### Task instructions
With the line containing "M1720 1243 1748 762" as the start and the line containing "M981 0 916 90 848 170 1051 309" as the end, transcribe that span of the entries below exactly, including both.

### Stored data
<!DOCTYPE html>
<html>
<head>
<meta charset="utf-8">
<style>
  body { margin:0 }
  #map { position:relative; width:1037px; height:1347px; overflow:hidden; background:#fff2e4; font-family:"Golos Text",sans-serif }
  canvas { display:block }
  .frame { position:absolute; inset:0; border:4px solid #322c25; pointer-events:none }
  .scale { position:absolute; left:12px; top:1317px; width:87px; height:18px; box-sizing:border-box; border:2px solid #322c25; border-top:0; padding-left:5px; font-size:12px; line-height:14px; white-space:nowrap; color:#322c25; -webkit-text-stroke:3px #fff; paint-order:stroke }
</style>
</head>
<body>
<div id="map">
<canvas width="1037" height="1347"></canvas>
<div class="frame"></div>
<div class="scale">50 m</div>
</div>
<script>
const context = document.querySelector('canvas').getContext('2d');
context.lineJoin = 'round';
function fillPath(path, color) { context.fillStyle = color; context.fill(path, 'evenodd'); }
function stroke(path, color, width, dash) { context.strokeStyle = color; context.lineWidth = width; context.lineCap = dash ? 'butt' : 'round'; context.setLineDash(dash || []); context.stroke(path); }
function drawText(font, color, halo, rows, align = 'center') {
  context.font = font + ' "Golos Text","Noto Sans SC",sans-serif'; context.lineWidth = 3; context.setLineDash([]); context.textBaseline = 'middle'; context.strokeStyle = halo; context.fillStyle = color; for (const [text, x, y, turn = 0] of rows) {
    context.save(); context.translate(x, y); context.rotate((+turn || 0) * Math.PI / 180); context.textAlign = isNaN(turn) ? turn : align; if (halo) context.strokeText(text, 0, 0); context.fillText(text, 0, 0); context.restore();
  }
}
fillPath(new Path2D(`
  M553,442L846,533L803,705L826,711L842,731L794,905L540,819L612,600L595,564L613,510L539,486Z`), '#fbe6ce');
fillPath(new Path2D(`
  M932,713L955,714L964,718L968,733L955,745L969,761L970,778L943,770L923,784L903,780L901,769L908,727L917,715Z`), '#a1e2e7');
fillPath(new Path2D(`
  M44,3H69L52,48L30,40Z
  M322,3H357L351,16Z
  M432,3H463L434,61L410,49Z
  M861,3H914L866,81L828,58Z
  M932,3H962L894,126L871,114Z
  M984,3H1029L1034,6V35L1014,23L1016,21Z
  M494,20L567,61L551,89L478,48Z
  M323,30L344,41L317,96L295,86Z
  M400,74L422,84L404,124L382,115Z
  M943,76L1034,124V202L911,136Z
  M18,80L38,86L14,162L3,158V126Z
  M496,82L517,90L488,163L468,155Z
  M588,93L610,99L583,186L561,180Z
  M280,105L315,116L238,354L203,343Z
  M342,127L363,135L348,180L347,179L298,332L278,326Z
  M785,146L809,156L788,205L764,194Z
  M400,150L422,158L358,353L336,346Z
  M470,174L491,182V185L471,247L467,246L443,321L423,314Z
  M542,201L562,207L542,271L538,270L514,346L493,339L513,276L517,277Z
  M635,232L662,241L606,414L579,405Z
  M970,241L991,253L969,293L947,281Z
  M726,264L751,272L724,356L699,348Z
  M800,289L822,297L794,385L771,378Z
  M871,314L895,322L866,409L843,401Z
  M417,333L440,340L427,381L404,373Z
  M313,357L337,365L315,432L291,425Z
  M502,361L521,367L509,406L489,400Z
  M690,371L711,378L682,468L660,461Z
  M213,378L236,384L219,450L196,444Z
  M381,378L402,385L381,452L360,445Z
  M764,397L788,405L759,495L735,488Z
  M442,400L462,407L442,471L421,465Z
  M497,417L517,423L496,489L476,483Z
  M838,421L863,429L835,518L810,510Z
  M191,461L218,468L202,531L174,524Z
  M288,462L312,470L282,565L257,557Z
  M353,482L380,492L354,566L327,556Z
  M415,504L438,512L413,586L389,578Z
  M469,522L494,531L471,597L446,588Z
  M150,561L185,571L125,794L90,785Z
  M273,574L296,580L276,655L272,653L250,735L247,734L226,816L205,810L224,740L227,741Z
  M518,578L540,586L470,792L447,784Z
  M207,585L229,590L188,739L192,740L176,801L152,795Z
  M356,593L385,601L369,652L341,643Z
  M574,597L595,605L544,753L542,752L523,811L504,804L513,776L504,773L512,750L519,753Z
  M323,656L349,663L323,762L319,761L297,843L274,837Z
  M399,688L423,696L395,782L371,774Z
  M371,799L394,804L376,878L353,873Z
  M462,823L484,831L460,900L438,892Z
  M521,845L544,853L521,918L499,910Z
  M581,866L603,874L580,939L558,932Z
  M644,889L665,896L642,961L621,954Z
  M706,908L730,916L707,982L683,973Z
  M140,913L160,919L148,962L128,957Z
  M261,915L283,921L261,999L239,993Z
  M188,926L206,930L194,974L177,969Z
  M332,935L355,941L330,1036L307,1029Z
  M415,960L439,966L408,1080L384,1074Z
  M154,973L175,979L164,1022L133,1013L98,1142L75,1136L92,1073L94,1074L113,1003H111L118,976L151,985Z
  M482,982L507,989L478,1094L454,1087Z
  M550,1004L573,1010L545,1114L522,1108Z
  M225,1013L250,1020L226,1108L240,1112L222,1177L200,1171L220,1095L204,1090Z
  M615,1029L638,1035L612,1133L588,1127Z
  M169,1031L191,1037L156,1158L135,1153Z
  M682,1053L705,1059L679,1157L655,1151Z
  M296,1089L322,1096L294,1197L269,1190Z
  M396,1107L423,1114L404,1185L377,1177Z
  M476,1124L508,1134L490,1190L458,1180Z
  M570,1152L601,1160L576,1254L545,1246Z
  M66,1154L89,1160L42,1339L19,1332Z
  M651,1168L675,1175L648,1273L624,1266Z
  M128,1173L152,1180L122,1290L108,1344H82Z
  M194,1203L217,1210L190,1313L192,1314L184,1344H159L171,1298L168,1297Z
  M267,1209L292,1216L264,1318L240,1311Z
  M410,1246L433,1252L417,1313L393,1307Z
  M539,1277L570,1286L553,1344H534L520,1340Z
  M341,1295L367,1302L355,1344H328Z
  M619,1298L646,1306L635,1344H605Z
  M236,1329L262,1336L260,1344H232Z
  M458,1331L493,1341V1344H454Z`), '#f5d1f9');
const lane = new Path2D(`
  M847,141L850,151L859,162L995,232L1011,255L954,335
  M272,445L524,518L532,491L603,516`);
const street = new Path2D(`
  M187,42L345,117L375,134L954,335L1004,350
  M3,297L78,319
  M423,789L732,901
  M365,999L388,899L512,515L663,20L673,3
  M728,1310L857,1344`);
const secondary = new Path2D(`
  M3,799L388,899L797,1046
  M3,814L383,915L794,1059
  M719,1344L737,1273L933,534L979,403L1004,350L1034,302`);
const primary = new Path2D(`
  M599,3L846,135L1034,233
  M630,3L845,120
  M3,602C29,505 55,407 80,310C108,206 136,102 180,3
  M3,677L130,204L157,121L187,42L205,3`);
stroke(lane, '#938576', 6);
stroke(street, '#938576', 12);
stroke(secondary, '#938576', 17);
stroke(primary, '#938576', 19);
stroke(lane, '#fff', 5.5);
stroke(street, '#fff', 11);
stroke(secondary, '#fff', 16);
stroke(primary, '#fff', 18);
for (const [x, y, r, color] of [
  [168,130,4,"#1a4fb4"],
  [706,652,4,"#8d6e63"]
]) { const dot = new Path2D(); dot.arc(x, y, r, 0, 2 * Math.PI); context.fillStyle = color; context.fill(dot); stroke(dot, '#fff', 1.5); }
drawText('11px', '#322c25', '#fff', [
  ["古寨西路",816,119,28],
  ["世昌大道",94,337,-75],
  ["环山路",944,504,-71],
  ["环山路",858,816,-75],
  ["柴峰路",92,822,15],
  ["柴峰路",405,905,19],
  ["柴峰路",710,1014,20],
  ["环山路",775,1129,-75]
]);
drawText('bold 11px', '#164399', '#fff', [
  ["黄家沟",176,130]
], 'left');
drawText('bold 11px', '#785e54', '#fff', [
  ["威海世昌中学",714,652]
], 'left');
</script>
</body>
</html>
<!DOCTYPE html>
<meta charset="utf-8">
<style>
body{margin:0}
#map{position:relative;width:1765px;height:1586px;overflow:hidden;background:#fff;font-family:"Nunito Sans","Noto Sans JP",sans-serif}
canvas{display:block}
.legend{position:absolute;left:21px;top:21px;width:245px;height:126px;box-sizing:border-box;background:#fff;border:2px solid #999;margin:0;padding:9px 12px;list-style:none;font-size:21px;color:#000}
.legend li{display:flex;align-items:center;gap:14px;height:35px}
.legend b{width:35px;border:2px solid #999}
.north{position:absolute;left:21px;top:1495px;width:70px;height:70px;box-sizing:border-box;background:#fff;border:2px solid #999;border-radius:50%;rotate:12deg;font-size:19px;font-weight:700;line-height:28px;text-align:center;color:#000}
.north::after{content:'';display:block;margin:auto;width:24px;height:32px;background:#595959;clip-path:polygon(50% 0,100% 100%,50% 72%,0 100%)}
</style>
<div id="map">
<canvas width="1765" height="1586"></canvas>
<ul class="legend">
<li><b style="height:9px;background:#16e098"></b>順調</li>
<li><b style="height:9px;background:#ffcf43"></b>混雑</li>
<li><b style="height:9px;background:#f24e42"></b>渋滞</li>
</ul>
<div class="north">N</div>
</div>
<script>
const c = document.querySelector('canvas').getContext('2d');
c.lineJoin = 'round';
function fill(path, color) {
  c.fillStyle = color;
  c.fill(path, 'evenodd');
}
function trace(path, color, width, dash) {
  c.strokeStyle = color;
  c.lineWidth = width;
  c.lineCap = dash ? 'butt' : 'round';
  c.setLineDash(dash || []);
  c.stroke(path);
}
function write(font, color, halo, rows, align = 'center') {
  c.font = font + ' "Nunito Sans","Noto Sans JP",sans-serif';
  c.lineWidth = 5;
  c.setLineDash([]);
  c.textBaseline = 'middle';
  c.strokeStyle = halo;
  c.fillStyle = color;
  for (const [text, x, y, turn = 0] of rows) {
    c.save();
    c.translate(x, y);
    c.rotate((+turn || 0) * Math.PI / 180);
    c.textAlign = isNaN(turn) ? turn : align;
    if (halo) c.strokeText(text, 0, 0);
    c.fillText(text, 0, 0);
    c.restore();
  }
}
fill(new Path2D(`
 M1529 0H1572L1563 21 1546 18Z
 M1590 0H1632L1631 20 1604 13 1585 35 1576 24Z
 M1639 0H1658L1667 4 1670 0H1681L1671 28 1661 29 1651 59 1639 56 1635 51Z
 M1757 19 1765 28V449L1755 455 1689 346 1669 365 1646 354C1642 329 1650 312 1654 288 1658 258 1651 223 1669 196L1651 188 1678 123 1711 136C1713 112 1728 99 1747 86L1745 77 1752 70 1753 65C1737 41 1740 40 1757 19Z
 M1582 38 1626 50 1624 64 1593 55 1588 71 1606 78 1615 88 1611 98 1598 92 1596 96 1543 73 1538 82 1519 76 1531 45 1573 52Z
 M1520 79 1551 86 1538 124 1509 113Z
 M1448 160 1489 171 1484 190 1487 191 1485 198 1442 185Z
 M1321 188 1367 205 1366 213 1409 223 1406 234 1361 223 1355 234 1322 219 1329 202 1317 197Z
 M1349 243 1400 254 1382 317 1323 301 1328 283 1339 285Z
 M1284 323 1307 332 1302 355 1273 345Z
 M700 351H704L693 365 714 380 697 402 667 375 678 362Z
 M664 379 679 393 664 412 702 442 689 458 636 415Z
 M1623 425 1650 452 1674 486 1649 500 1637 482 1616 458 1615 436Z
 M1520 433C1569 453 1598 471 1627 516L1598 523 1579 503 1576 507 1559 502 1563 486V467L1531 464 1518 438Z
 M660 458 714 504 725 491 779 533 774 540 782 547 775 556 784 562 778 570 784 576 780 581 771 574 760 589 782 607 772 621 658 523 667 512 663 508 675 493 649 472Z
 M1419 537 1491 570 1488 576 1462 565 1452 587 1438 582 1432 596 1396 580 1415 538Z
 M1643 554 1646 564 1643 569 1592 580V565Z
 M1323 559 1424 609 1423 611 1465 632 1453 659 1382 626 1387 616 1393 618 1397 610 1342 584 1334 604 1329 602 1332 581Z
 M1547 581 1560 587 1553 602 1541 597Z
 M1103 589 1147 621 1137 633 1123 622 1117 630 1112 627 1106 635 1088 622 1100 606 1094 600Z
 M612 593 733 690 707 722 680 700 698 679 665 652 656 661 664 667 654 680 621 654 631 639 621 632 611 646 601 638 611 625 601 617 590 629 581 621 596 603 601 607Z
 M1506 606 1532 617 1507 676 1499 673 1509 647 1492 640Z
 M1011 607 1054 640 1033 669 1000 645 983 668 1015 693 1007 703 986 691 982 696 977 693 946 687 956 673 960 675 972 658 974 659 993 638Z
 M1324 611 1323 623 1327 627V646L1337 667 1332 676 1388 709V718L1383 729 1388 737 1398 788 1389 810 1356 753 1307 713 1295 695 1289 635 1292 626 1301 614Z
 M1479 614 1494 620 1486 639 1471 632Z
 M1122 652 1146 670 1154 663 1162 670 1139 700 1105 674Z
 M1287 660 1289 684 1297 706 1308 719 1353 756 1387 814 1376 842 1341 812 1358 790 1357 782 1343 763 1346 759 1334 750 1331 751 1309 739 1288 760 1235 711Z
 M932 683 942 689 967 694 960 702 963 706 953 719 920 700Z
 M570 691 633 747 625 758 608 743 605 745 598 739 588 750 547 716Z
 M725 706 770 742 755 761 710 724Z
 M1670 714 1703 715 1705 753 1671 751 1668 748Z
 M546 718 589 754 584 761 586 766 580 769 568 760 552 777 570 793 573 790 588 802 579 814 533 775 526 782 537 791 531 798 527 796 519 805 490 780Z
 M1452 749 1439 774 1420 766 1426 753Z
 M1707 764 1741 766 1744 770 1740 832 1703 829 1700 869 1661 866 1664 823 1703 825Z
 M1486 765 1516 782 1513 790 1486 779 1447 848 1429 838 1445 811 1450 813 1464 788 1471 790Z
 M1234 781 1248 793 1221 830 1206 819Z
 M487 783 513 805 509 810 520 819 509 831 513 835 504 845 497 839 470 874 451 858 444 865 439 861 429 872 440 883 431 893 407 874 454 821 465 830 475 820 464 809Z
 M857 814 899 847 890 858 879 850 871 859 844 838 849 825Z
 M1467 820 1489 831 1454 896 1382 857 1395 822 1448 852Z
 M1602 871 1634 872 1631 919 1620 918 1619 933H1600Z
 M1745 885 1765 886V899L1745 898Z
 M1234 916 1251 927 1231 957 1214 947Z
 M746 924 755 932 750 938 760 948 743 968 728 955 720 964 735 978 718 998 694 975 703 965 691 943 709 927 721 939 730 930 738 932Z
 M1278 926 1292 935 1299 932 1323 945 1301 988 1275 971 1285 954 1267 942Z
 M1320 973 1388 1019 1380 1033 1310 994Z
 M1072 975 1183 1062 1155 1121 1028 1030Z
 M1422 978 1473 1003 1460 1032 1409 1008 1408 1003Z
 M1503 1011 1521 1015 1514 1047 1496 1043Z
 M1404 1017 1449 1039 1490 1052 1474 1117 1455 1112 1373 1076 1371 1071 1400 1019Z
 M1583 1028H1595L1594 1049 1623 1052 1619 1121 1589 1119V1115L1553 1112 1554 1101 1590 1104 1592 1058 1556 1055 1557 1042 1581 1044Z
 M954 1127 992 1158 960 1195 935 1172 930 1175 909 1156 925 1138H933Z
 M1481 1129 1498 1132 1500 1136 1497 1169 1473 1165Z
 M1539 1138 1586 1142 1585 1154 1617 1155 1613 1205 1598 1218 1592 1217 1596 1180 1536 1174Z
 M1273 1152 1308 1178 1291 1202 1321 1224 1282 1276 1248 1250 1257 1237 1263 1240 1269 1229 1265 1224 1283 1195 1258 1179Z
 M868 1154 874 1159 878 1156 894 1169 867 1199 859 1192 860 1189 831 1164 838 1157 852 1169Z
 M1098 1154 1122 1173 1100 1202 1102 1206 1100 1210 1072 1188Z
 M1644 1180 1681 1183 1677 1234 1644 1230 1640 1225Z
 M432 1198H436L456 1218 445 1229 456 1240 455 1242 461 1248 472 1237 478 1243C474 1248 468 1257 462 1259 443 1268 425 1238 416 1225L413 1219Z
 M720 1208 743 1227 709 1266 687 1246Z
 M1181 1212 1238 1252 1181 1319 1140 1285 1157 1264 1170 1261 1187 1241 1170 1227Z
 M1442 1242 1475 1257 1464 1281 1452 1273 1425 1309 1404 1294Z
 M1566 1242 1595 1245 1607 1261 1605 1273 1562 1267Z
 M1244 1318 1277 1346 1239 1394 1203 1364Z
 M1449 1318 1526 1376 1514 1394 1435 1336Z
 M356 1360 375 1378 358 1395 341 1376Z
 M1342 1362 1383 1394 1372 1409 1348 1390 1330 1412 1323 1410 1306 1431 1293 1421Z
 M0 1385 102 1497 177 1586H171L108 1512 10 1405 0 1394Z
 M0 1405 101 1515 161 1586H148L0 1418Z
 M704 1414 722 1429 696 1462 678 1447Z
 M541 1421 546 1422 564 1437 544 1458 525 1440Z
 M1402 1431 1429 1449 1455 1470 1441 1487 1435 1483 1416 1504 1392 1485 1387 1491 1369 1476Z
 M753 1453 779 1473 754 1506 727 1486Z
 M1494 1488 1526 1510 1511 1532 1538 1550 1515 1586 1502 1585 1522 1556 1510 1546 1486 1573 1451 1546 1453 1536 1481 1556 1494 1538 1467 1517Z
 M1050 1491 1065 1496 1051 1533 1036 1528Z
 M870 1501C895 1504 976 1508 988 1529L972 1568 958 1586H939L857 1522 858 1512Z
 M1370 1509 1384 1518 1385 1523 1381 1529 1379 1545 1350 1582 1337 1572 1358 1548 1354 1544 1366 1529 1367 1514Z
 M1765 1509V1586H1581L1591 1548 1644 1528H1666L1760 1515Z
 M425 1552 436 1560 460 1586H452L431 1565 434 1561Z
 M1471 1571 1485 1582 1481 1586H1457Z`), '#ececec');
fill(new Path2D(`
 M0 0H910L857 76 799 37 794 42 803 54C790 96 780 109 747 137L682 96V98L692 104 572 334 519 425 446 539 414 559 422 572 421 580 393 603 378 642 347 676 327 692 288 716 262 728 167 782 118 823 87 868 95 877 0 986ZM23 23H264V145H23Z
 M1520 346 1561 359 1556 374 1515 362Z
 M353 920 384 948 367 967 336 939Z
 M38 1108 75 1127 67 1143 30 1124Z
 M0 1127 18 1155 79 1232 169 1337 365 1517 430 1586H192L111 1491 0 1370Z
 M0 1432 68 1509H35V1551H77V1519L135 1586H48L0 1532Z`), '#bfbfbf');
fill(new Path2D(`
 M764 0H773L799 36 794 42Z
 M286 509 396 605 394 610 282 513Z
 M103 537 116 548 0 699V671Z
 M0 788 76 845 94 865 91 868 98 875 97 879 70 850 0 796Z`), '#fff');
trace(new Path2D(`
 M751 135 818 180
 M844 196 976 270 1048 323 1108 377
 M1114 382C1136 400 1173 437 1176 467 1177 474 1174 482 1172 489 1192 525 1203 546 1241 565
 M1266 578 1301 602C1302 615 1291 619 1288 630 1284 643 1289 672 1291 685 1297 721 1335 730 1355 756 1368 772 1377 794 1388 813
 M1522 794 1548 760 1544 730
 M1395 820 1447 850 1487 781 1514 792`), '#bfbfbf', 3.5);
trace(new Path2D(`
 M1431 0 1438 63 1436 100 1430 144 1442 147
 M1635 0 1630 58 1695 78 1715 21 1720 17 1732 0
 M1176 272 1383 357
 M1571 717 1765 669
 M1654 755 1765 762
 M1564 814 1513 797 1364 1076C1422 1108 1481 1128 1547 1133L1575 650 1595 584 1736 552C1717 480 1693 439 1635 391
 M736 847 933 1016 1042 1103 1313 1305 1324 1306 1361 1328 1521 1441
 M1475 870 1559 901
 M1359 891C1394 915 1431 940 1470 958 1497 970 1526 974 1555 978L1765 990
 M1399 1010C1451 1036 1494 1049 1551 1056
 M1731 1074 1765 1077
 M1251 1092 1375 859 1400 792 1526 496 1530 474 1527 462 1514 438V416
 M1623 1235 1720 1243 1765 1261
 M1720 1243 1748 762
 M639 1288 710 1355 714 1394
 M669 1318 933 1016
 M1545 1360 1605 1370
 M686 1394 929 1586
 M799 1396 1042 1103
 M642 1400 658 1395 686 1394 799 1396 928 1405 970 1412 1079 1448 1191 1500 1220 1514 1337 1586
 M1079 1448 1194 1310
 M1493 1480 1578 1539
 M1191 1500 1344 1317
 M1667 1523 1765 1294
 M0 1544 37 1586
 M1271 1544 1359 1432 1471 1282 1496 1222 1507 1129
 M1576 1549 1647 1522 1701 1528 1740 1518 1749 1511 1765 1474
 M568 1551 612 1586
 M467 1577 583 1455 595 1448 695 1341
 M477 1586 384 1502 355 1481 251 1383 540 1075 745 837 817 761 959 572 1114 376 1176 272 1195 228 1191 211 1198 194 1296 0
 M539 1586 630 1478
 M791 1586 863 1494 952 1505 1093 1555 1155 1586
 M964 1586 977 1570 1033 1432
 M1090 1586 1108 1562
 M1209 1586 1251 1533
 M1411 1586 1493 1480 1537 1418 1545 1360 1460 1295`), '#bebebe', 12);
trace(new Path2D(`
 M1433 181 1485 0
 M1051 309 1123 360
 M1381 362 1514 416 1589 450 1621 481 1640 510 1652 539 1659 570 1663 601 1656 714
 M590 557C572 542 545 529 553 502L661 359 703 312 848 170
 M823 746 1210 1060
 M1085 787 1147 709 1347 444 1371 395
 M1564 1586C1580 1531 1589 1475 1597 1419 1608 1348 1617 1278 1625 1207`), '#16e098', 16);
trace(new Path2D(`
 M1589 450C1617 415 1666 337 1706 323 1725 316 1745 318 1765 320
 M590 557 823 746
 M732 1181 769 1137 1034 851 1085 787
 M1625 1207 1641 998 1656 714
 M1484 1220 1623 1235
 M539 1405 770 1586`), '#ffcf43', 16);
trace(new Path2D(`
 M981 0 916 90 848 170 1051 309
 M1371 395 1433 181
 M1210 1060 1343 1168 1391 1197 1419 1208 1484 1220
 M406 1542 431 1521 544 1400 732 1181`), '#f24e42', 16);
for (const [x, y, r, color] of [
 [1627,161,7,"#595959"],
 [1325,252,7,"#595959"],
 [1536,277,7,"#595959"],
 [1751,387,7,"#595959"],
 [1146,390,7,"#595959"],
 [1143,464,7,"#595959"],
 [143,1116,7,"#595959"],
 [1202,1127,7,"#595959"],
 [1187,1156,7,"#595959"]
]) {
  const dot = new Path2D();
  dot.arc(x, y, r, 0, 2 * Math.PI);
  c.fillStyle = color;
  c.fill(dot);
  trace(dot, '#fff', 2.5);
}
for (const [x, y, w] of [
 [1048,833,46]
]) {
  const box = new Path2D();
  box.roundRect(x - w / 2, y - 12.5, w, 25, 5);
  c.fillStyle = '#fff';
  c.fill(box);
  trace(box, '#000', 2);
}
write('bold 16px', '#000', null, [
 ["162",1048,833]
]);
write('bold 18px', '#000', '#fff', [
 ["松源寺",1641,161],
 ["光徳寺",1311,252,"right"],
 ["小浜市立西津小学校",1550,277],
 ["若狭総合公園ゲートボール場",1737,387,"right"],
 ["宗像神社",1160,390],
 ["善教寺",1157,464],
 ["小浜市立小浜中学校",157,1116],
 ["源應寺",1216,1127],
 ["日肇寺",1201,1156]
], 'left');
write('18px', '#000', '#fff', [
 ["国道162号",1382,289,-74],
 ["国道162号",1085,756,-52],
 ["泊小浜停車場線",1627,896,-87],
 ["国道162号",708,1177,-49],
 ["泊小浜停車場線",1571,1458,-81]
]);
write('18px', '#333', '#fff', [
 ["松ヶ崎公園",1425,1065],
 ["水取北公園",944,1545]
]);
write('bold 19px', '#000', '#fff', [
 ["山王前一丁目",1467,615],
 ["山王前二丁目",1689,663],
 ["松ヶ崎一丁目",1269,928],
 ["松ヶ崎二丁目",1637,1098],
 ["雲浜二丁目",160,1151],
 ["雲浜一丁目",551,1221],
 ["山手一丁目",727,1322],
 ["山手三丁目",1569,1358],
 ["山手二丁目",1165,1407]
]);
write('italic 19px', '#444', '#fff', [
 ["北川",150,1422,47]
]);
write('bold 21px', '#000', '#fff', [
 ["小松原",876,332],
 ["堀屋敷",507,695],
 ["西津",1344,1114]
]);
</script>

### Result
 M1720 1243 1748 762
 M639 1288 710 1355 714 1394
 M669 1318 933 1016
 M1545 1360 1605 1370
 M686 1394 929 1586
 M799 1396 1042 1103
 M642 1400 658 1395 686 1394 799 1396 928 1405 970 1412 1079 1448 1191 1500 1220 1514 1337 1586
 M1079 1448 1194 1310
 M1493 1480 1578 1539
 M1191 1500 1344 1317
 M1667 1523 1765 1294
 M0 1544 37 1586
 M1271 1544 1359 1432 1471 1282 1496 1222 1507 1129
 M1576 1549 1647 1522 1701 1528 1740 1518 1749 1511 1765 1474
 M568 1551 612 1586
 M467 1577 583 1455 595 1448 695 1341
 M477 1586 384 1502 355 1481 251 1383 540 1075 745 837 817 761 959 572 1114 376 1176 272 1195 228 1191 211 1198 194 1296 0
 M539 1586 630 1478
 M791 1586 863 1494 952 1505 1093 1555 1155 1586
 M964 1586 977 1570 1033 1432
 M1090 1586 1108 1562
 M1209 1586 1251 1533
 M1411 1586 1493 1480 1537 1418 1545 1360 1460 1295`), '#bebebe', 12);
trace(new Path2D(`
 M1433 181 1485 0
 M1051 309 1123 360
 M1381 362 1514 416 1589 450 1621 481 1640 510 1652 539 1659 570 1663 601 1656 714
 M590 557C572 542 545 529 553 502L661 359 703 312 848 170
 M823 746 1210 1060
 M1085 787 1147 709 1347 444 1371 395
 M1564 1586C1580 1531 1589 1475 1597 1419 1608 1348 1617 1278 1625 1207`), '#16e098', 16);
trace(new Path2D(`
 M1589 450C1617 415 1666 337 1706 323 1725 316 1745 318 1765 320
 M590 557 823 746
 M732 1181 769 1137 1034 851 1085 787
 M1625 1207 1641 998 1656 714
 M1484 1220 1623 1235
 M539 1405 770 1586`), '#ffcf43', 16);
trace(new Path2D(`
 M981 0 916 90 848 170 1051 309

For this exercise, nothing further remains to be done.